C’est le cœur plein d’appréhension et la couenne sur le 220 qu’on s’est pointé au P’tit Chicago samedi passé. En tournant le coin sur le trottoir en face, on a senti les grandes vitrines vibrer au son de la bass qui les frappait déjà sans ménager. Quand la porte s’est ouverte, la vague brûlante a roulé sur le tapis et nous a frappés en pleine gueule. La place brûlait. On s’est garoché d’dans.
On s’est faufilé à travers la crowd au son d’Eldorado. Une gang de boys de Gatineau qui roule leur bosse dans le coin depuis bientôt 5 ans. Ils crachent leur rock sans une once d’hésitation. C’est franc, du rock pur, avec une couple de grains de poussières qui restent collés sur les gencives. Un Cady déglingué qui chire dans l’sable sans jamais penser à lâcher le gaz. Pour chauffer, ça chauffe.
Puis, lentement, doucement, sans un son, arrivèrent sur la scène trois cowboys noirs, le visage voilé, à mi-chemin entre des prêtres sataniques et des mariachis le jour du carnaval. Un à la guitare, l’autre au clavier, le troisième debout derrière un drum épuré. We are Wolves plantés devant l’éternel. Ce soir, nous sommes tous des loups.
Le rythme est lourd, les dos se cambrent, les bottes écrasent le dancefloor et les coudes volent haut. C’est de l’électro sans fioritures ni paillettes. De l’électro sale et agressif qui cherche le trouble. C’est le punk qui prend ce que la musique est devenue qui lui liche la face pis qui crisse un coup de pied d’dans.

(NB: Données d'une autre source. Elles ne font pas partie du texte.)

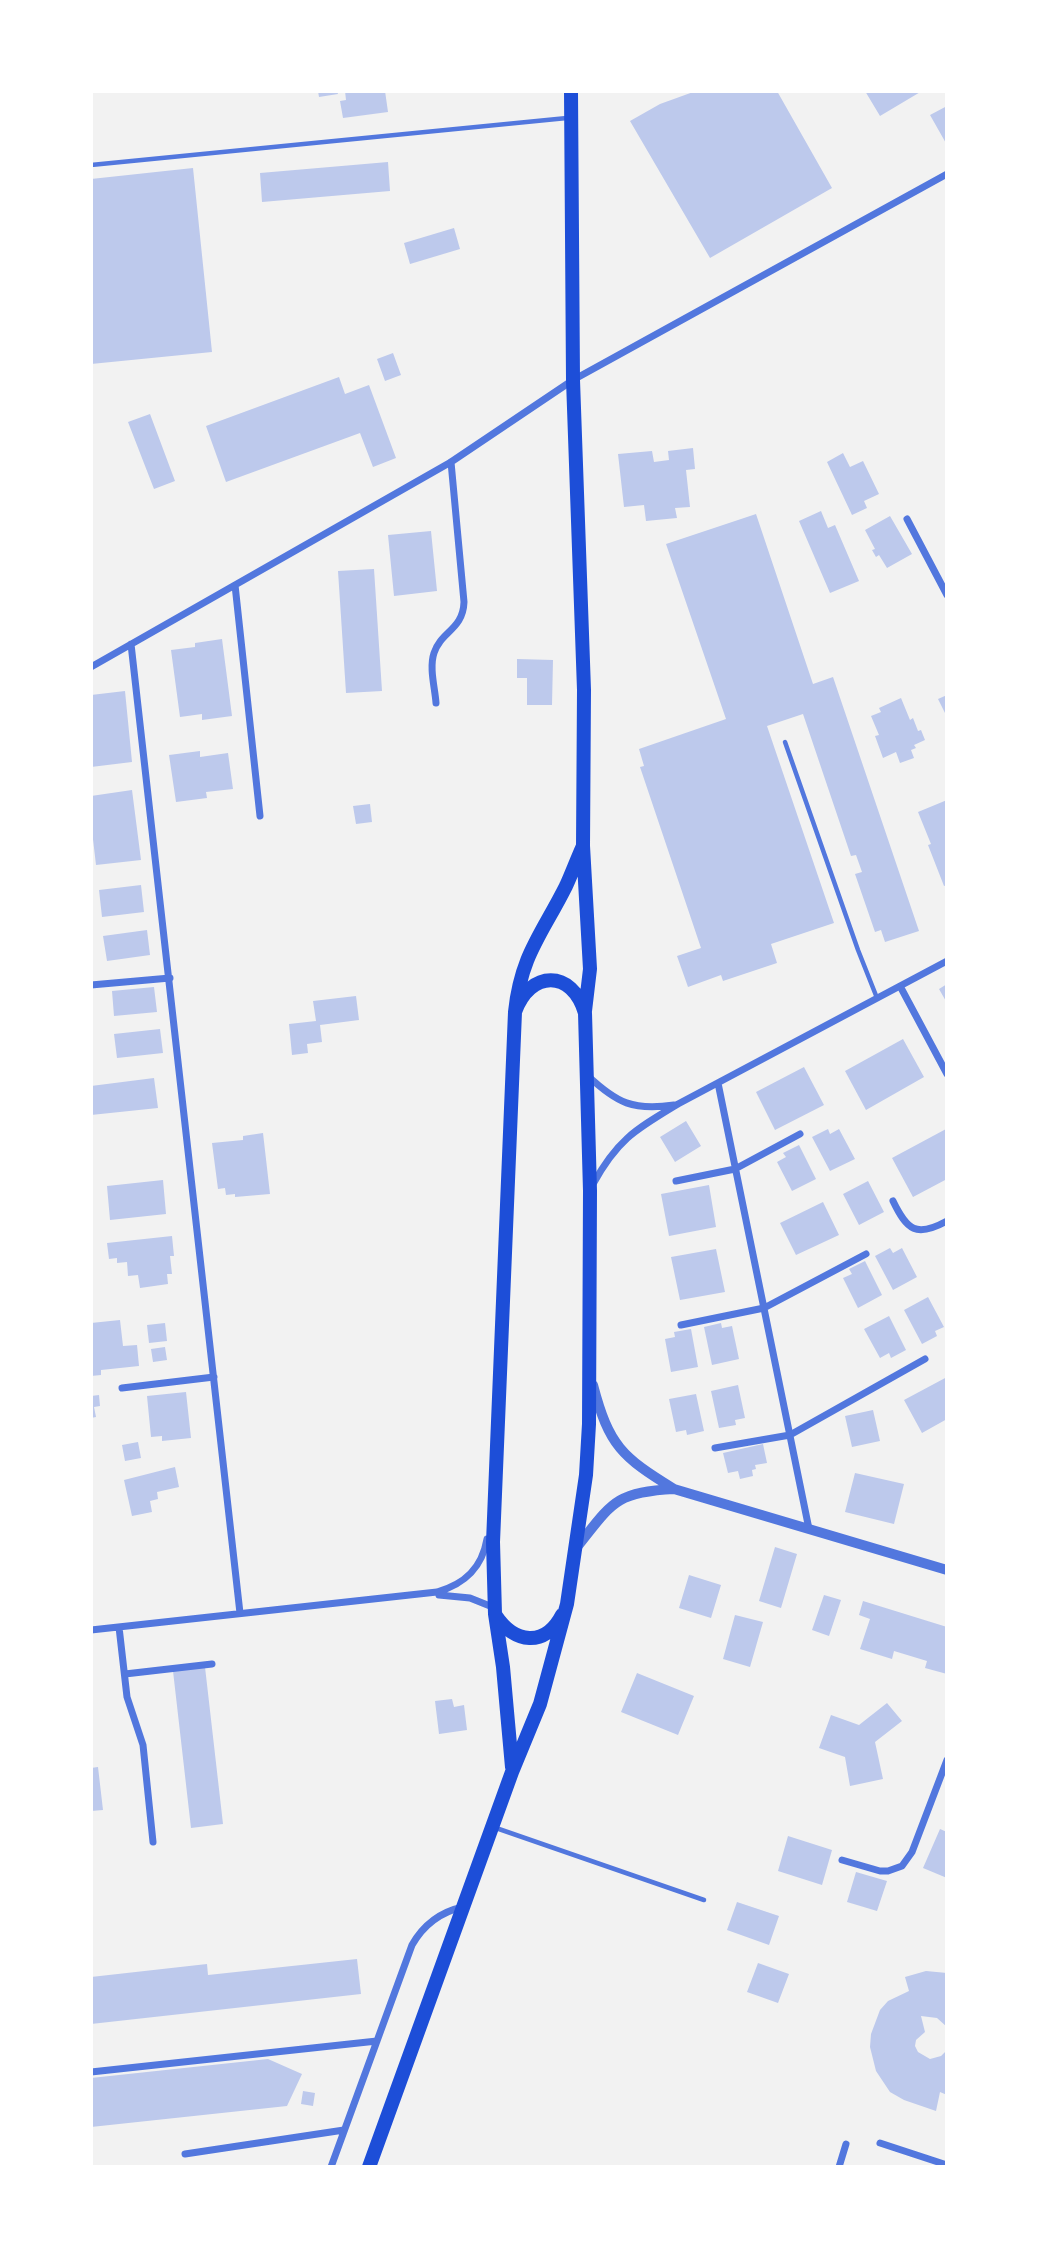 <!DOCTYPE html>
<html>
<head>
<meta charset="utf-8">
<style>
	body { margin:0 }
	#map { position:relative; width:1038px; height:2258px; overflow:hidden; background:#f2f2f2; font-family:Manrope,sans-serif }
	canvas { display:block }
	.frame { position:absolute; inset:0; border:93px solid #fff; pointer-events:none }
</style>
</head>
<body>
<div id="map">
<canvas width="1038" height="2258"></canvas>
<div class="frame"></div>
</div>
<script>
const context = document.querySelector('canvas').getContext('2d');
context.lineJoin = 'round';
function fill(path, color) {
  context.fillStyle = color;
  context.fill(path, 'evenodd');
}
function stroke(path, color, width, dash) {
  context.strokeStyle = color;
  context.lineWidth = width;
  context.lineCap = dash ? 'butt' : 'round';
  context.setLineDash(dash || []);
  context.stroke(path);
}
fill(new Path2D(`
	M318,91H337L338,94L319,97Z
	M345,91H385L388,112L343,118L340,101L346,100Z
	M696,91H777L832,188L710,258L630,121L660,104Z
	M865,91H922L880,116Z
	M947,106V145L930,115Z
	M388,162L390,191L262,202L260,173Z
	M193,168L212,352L91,364V179Z
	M454,228L460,249L410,264L404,243Z
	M393,353L401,375L385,381L377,359Z
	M339,377L345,394L369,385L396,458L373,467L360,433L226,482L206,426Z
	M150,414L175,481L154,489L128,422Z
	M693,448L695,469L686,470L690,507L675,508L677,518L646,521L644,505L624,507L618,454L652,451L654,462L669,460L668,451Z
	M843,453L850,467L863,461L879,494L864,501L867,508L852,515L827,462Z
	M821,511L828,528L835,525L859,581L830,593L799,521Z
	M756,514L813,684L833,677L919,931L885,942L881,930L875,932L855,874L862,872L856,855L851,856L803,714L767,726L834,923L771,944L777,963L723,981L721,975L688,987L677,956L701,948L640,767L644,766L639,749L726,719L666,544Z
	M890,516L912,554L887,568L879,555L876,557L872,550L875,549L865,530Z
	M431,531L437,591L394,596L388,535Z
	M374,569L382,691L346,693L338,571Z
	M222,639L232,716L202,720V714L180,717L171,650L195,647V643Z
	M517,659L553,660L552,705H527V678H517Z
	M125,691L132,762L91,767V695Z
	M947,695V717L938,699Z
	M901,698L910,720L913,718L918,731L921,730L925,740L914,745L916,748L911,750L914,758L900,763L896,752L883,758L875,736L879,735L871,716L881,712L879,708Z
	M200,751V757L228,753L233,789L206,792L207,798L176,802L169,755Z
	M132,790L141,860L96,865L91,822V796Z
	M947,800V885L944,886L928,845L931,844L918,812Z
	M370,804L372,822L356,824L353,806Z
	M141,885L144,912L102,917L99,890Z
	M147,930L150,955L107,961L103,936Z
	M947,984V1003L939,989Z
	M154,987L157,1012L114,1016L112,991Z
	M356,996L359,1020L320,1025L322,1042L307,1044L308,1053L292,1055L289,1024L316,1021L313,1001Z
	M160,1029L163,1053L117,1058L114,1034Z
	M903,1039L924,1077L866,1110L845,1071Z
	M804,1067L824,1105L775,1130L756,1092Z
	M154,1078L158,1108L91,1115V1086Z
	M686,1121L701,1146L675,1162L660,1137Z
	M828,1129L830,1134L839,1129L855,1159L830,1171L812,1137Z
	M946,1129L947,1179L913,1197L892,1158Z
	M263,1133L270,1194L235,1197V1194L226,1195L225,1188L218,1189L212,1143L243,1140V1136Z
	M799,1145L816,1179L792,1191L777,1162L786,1157L783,1153Z
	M163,1180L166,1214L110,1220L107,1186Z
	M868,1181L884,1212L859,1225L843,1194Z
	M709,1185L716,1227L669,1236L661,1194Z
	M823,1202L839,1235L796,1255L780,1223Z
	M172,1236L174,1256H170L172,1274H167L168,1284L140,1288L138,1275L128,1276L127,1262L117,1263V1258L109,1259L107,1243Z
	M890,1248L893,1253L902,1248L917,1277L893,1290L875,1256Z
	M716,1249L725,1292L680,1300L671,1257Z
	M865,1261L882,1295L858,1308L843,1278L852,1274L849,1269Z
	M928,1297L944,1327L935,1331L937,1336L922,1344L904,1310Z
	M889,1316L906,1350L891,1358L889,1353L880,1358L864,1329Z
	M120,1320L123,1346L137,1345L139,1366L101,1370V1375L91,1376V1323Z
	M165,1323L167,1341L149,1343L147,1325Z
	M721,1323L722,1328L732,1326L739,1359L712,1365L704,1327Z
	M691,1329L698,1367L671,1372L665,1339L675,1337L674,1332Z
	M165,1347L167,1360L153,1362L151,1349Z
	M947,1377V1419L922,1433L904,1400Z
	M738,1385L745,1418L735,1420L736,1425L719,1428L711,1391Z
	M186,1392L191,1438L162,1441V1436L151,1437L147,1396Z
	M696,1394L704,1431L687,1435L686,1430L676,1432L669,1399Z
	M99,1395L100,1406L94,1407L96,1417L91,1418V1396Z
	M873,1410L880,1441L852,1447L845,1416Z
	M138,1442L141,1458L125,1461L122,1445Z
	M763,1444L767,1463L755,1465L756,1469L752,1470L753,1476L740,1479L738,1471L728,1473L723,1453Z
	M175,1467L179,1487L157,1492L158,1499L150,1501L152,1512L132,1516L124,1480Z
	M855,1473L904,1484L894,1524L845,1512Z
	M775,1547L797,1554L781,1608L759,1601Z
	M689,1575L721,1585L711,1618L679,1608Z
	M824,1595L841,1600L829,1636L812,1630Z
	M863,1601L947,1627V1674L925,1668L927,1661L894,1651L892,1659L860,1649L870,1619L859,1615Z
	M735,1615L763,1622L750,1667L723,1659Z
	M205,1667L223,1824L191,1828L173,1671Z
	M637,1673L694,1696L678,1735L621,1712Z
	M452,1699L454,1707L464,1705L467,1730L439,1734L435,1701Z
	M887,1703L902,1721L875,1742L883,1779L850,1786L845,1757L819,1748L831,1715L859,1725Z
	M98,1767L103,1810L91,1811V1768Z
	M940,1829L947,1832V1878L923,1868Z
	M788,1836L832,1850L822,1885L778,1871Z
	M856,1872L887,1881L877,1911L847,1902Z
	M737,1902L779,1916L769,1945L727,1930Z
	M357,1959L361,1994L91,2024V1977L207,1964L208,1975Z
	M758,1963L789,1974L778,2003L747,1992Z
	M926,1971L947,1973V2027L937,2018L921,2016L925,2032L916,2040L915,2046L918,2052L930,2059L941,2056L947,2050V2095L940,2092L936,2111L904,2100L890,2092L876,2071L870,2047L871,2034L880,2010L888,2001L909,1991L905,1977Z
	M268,2059L302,2074L287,2106L91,2127V2078Z
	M303,2091L315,2093L313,2106L301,2104Z`), '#bdc9ec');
stroke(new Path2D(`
	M91,165L567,118
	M785,742L858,950L877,998
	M496,1828L704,1900`), '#5277de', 4.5);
stroke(new Path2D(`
	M907,519L947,595
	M235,585L260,816
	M131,644L240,1613
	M91,667L451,462L573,380L947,174
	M436,703C435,688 429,668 434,653C441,631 463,630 464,602L451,462
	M91,985L170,978
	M900,986L947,1074
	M588,1076C617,1103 633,1111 674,1105
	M718,1083L809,1529
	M676,1181L735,1169L800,1134
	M593,1184C618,1139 635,1130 678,1104L947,961
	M893,1201C907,1230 916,1238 947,1221
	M681,1325L764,1308L866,1254
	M122,1388L214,1377
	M715,1448L790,1435L925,1359
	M439,1595L470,1598L495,1608
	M119,1627L127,1697L143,1745L153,1842
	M91,1630L437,1592C465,1584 482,1568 487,1539
	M125,1674L212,1664
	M842,1860L880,1871H888L902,1866L912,1852L947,1760
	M91,2072L377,2041
	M880,2143L947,2165
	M185,2154L344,2130
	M331,2167L412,1945C424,1924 440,1912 463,1907
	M839,2167L846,2144`), '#5277de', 7);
stroke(new Path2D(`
	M593,1385C609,1446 622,1457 674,1489L947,1570
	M577,1547C612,1503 615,1492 674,1489`), '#5277de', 10);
stroke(new Path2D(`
	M571,91L573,380L584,690L583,846L590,969L585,1011
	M496,1616C514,1643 545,1648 562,1615
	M512,1767L503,1667L495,1614L493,1542L515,1012C521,955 542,934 566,886C572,873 577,859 583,846
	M369,2167L512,1772L540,1704L567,1604L586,1475L589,1424L590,1191L585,1013C572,969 530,970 515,1012`), '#1d4ed8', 14);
</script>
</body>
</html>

Ma tête s’y balance mollement, les lèvres entrouvertes, les yeux dans le vide. La bave, la sueur, la bière dans les cheveux. Le sentiment que le monde est plate à chier et que la seule vérité est dans cette salle pleine d’une jeunesse perdue qui se bouscule pour se sentir vivre. Dehors, la ville est brune, on entend les citadins se masturber en chœur, chacun dans sa p’tite chaumière alignée. Ici, en frôlant un bras humide, en s’écrasant l’épaule contre celle du voisin, on touche un brin d’humanité, une nature de bête qui veut vivre même emmurée. Et on hurle, les yeux aveuglés par un flash écarlate. On fige puis resaute dans l’tas sur un breakdown dynamite.
Entre les riffs destructeurs, il y a aussi des pauses plus méditatives, des pauses à l’eau de rose, des bouffées de parfum d’éther qui nous font sortir la tête de l’eau. Des élans New Wave, des beats en boucles assommoirs et la voix du guitariste-bassiste-chanteur Alexander Ortiz qui gémit, puis rugit et ça explose encore.
Ortiz c’est la rage. Les pieds plantés, son corps s’amuse clairement, mais ses yeux exorbités sont ceux que je dessinerais à un mass murderer la gueule collée contre les tiges d’acier de sa cellule. Son trop-plein on le reçoit en pleine face. Vincent Lévesque aux synthés, c’est le son. Les bras tendus sur ses machines, il allonge toute la fondation ondulante et le rythme qui cimente chacune des pièces et Pierre-Luc Bégin, le nouveau drummer (ex-membre du trio psycho-plage Polipe), c’est la liberté. Avec sa gueule d’envolé, comme si Bowie et Sid Vicious avaient pu enfanter, en bédaine avec son foulard de dentelle. On sent tout l’abandon d’une génération désabusée dans le reflet de ses pupilles vitreuses.
À la fermeture, il était impensable que cette soirée puisse finir un jour. Pleins à rabord, on a sauté dans la nuit comme une meute et foncé tous crocs dehors vers ce qui restait de nos vies. Jusqu’à l’aube…évidemment magique.
Ils vont être à La Taverne de St-Casimir le 29 mars et au Club Soda le 2 mai.